Institut fur Herz- und Kreislaufphysiologie, Heinrich-Heine-Universitat, Dusseldorf.


In addition to its antiarrhythmic and antithrombotic effects magnesium is said to have a beneficial effect in patients with acute myocardial infarction. Magnesium can protect myocardial tissue after coronary occlusion and reduces infarct size in experimental models of ischaemia and reperfusion, though the given doses of magnesium are relatively high and differ from clinically reachable serum concentrations.


We tested 2 hypotheses in a dog model of ischaemia-reperfusion:


1. The protective effect may be due to a direct, local influence of magnesium on myocardial reperfusion injury.

2. Systemic magnesium treatment with low doses comparable to clinical study regiments may reduce myocardial infarct size.


Anaesthetized open chest dogs underwent 1 h of left anterior descending artery occlusion followed by 6 h of reperfusion.


1. Ten animals received intracoronary magnesium aspartate (Mg i.c.) or vehicle infusion (control i.c.) for the first hour of reperfusion to increase regional Mg-concentration by 2 mmol/l.

2. Fourteen animals received intravenous infusion with magnesium potassium aspartate (Mg-K i.v.) or vehicle infusion (control i.v.), beginning 1 h before occlusion until the end of the 6 h reperfusion period.


Regional magnesium concentration in the Mg i.c.-group increased to 2.7 +/- 1.00 mmol/l at 45 min of reperfusion.
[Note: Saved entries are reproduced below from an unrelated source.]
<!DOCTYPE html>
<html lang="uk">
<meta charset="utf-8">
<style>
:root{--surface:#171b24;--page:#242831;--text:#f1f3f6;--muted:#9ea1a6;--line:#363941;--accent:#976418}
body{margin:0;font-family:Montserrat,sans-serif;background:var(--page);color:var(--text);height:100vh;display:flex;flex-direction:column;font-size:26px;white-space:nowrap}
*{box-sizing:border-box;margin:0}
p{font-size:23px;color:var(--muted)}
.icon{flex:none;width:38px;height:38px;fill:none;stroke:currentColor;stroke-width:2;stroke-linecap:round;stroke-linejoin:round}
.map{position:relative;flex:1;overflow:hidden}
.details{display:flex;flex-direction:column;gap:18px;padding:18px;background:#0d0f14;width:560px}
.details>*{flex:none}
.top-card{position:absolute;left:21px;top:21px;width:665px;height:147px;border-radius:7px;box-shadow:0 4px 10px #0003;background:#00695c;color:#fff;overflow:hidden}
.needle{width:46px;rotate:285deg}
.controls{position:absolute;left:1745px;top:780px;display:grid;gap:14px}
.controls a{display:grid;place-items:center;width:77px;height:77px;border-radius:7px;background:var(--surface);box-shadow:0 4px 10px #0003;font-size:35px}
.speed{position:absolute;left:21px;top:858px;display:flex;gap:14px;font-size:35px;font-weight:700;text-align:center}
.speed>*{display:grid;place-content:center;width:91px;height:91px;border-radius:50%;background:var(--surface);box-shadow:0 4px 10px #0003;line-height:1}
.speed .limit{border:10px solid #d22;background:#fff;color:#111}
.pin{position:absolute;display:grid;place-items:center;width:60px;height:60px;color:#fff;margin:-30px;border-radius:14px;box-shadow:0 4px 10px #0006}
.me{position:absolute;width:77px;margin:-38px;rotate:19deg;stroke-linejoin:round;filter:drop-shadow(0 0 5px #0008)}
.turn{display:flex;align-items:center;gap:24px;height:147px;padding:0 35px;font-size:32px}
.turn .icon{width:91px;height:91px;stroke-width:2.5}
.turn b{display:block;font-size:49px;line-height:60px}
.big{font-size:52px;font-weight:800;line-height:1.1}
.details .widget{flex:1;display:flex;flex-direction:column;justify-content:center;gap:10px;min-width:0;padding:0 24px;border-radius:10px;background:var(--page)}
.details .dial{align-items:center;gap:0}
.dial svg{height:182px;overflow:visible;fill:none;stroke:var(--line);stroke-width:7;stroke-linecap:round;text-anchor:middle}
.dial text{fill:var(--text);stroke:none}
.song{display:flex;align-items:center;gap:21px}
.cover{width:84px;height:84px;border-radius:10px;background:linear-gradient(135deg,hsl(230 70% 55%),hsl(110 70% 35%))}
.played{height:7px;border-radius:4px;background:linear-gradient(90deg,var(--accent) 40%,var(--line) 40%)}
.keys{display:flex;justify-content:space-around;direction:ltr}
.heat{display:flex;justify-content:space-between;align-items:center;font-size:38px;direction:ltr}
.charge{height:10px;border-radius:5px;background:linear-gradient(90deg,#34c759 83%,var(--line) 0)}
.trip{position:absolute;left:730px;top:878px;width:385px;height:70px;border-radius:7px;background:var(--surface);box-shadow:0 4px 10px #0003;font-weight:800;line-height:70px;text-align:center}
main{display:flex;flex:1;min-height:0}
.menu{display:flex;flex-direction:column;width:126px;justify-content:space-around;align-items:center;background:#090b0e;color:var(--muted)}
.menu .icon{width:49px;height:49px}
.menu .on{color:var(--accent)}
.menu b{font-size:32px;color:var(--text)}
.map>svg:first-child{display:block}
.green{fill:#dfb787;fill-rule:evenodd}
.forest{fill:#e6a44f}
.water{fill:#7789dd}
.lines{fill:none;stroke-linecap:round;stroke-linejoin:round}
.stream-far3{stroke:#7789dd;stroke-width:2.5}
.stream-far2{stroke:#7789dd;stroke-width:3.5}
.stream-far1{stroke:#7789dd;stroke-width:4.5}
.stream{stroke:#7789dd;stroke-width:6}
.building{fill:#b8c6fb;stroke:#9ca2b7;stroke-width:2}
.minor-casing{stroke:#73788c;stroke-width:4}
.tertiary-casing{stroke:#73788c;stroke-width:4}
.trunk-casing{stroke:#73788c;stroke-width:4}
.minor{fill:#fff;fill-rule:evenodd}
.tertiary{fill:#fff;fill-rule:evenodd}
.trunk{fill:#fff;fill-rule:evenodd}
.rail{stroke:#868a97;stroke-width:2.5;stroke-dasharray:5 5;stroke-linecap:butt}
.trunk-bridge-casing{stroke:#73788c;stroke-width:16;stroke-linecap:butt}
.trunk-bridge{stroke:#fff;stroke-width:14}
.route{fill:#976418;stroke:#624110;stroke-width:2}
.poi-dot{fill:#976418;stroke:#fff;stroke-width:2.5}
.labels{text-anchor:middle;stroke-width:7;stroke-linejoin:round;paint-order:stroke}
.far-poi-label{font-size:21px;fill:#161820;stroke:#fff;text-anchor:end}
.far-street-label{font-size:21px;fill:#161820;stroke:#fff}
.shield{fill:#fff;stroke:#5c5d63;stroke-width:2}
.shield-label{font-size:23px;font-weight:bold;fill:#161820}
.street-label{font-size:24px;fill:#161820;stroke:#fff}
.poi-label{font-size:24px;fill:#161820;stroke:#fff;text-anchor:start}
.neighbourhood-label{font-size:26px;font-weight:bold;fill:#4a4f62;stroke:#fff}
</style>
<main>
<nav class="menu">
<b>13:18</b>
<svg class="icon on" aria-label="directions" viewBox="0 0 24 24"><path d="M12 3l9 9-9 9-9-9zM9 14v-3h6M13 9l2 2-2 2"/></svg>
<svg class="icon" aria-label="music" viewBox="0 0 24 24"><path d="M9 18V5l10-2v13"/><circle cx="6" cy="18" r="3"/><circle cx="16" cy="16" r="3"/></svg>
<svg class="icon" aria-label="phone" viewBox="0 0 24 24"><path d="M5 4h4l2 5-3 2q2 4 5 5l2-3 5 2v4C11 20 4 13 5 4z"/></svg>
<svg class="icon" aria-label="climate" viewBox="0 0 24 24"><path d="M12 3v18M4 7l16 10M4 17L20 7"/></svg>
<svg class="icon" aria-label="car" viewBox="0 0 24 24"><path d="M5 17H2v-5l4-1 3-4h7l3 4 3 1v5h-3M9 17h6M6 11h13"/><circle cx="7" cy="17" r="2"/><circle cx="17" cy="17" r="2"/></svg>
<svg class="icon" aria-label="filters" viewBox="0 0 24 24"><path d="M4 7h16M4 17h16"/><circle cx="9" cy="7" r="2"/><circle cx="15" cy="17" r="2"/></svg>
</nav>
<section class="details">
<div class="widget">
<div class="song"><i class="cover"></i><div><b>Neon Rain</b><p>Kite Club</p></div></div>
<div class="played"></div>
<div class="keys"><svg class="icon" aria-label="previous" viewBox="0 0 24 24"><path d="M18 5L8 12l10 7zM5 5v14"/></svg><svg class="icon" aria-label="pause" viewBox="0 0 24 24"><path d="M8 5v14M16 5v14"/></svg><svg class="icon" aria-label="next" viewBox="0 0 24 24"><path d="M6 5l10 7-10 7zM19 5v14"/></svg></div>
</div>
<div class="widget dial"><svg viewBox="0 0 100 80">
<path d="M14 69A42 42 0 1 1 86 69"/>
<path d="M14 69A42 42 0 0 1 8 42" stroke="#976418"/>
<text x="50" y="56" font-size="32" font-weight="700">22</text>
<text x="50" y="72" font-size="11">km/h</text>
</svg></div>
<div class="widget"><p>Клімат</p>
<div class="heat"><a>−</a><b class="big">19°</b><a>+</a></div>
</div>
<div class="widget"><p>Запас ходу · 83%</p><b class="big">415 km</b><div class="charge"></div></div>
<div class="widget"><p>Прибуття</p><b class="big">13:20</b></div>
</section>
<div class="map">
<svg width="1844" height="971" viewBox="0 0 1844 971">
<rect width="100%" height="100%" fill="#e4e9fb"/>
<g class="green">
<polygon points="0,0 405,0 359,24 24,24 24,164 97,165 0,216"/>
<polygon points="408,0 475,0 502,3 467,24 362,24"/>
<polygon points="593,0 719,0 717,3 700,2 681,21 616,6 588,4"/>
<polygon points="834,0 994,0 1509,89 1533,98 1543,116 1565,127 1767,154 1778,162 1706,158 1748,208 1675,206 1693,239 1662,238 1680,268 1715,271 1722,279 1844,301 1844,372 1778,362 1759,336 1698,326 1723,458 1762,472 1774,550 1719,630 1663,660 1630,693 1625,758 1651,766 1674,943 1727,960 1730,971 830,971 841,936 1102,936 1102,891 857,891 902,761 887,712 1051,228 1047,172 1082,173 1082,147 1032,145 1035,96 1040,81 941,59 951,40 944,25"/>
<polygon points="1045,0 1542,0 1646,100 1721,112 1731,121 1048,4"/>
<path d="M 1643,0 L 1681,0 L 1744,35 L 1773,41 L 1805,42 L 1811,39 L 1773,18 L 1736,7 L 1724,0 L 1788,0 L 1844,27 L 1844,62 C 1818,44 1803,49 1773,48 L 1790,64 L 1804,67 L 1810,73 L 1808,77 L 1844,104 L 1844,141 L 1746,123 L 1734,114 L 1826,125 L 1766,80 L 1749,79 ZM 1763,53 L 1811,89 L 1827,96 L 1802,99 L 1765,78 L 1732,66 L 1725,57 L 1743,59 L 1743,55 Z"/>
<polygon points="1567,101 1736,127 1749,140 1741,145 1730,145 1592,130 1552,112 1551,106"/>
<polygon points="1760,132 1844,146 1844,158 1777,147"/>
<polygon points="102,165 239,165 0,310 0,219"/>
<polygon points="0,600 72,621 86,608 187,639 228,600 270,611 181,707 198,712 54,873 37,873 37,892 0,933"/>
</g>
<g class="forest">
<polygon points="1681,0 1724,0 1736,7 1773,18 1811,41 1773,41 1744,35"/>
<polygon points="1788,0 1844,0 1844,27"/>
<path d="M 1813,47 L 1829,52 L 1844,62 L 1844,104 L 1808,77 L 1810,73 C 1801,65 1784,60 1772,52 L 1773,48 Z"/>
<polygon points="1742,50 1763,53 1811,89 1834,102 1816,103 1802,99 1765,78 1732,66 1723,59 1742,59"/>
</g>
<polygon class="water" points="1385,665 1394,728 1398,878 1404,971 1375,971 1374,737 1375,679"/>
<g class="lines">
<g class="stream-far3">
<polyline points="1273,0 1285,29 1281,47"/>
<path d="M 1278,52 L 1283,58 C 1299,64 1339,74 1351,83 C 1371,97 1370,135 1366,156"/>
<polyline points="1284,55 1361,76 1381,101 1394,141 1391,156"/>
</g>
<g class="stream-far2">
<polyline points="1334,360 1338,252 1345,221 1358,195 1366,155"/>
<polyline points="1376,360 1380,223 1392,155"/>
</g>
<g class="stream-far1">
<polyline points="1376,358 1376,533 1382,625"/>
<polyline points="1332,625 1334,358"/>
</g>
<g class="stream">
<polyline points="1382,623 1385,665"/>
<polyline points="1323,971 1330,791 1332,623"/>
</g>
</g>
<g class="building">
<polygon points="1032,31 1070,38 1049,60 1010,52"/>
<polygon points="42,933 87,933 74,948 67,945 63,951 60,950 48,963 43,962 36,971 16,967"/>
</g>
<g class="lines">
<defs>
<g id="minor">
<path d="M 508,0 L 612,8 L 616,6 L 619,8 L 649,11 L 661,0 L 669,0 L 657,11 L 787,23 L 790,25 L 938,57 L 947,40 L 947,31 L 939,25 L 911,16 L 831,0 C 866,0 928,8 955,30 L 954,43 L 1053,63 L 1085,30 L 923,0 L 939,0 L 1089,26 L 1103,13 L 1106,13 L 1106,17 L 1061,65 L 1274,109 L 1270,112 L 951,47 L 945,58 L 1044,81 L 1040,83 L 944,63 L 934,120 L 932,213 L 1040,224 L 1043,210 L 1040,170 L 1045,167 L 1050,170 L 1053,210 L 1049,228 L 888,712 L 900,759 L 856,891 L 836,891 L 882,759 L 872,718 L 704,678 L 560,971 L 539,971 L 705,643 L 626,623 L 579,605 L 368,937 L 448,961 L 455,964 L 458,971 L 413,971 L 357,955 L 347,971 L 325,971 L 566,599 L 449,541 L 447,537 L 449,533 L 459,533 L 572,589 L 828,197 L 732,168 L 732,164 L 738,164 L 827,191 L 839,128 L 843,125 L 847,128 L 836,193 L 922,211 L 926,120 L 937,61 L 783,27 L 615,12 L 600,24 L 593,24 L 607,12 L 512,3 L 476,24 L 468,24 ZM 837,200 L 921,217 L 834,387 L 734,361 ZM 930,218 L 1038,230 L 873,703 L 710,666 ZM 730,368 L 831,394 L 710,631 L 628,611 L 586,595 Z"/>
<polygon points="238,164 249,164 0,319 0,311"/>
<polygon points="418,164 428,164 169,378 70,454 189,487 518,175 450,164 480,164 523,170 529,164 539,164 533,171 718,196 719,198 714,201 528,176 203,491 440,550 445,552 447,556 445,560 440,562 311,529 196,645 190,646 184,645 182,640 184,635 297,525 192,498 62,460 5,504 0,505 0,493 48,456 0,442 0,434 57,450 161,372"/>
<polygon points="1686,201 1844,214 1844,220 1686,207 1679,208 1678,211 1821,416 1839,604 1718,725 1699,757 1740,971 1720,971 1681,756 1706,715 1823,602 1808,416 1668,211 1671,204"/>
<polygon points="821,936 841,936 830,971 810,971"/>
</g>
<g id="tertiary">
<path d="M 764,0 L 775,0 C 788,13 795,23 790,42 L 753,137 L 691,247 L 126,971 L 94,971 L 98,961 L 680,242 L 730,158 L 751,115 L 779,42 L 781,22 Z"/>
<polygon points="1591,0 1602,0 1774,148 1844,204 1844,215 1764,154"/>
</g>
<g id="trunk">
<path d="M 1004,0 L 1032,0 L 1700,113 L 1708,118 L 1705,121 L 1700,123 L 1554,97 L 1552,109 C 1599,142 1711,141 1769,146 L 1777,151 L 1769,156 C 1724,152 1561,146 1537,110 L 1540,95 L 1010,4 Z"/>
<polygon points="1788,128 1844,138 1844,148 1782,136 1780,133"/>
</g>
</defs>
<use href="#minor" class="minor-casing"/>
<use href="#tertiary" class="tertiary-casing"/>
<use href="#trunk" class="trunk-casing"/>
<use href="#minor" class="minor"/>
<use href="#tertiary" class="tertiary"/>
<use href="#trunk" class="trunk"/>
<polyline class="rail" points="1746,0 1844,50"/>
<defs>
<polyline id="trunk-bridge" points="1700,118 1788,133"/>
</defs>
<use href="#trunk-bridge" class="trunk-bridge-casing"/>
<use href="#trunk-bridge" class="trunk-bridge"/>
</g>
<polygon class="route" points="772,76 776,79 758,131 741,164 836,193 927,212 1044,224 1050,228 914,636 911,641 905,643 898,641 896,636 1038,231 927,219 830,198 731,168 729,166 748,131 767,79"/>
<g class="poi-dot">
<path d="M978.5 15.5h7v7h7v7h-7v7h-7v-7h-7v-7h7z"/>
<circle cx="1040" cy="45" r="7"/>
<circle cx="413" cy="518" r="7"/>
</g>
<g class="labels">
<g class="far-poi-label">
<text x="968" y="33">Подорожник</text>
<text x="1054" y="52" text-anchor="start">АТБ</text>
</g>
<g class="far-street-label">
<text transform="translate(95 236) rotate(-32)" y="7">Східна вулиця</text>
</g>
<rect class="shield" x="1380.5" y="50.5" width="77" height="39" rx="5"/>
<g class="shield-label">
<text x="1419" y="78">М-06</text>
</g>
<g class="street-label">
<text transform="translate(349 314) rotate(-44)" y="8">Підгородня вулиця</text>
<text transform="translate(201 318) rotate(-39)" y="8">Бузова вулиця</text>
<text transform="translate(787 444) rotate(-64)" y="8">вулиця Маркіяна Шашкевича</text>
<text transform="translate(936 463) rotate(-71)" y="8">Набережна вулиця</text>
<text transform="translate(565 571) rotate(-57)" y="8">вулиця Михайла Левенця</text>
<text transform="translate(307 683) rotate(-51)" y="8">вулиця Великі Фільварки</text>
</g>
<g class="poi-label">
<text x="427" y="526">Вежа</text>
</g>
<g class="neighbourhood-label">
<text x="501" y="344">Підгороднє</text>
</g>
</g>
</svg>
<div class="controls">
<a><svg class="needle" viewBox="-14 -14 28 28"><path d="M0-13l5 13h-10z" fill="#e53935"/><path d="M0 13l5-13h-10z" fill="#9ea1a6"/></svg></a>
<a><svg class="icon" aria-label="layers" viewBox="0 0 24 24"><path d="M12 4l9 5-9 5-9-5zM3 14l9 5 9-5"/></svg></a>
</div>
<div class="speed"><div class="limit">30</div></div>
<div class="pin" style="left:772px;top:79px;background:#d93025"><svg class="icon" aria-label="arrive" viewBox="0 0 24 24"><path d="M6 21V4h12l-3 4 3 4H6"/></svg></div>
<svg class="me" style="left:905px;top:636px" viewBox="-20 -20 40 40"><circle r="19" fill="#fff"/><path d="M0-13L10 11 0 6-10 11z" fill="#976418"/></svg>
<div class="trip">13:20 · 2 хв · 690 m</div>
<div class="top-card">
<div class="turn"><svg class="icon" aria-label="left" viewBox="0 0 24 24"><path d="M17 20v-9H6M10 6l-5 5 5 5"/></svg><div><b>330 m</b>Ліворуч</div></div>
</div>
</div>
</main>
Intravenous infusion raised serum magnesium from 0.71 +/- 0.03 mmol/l to 1.29 +/- 0.14 mmol/l in the Mg-K i.v. group (5 min of reperfusion, p < 0.01 vs. baseline).


Infract size after 6 h reperfusion (TTC staining) was similar in both groups of intracoronary treatment (Mg i.c., 20.6 +/- 5.0; control, 24.4 +/- 8.7% of area at risk; p = n.s.) and intravenous treatment (Mg-K i.v. 18.1 +/- 14.8; control 14.1 +/- 12.2% of area at risk; p = n.s.).


Neither regional nor systemic magnesium leads to a clinically relevant reduction of infarct size in the regional ischaemic-reperfused dog heart when it is given in clinically usable doses.


The beneficial action of systemic Mg is probably not due to an early direct protective effect on ischaemic-reperfused myocardium but to its antiarrhythmic and antithrombotic effects. Possibly only to high doses of Mg applied under experimental conditions can reduce infarct size.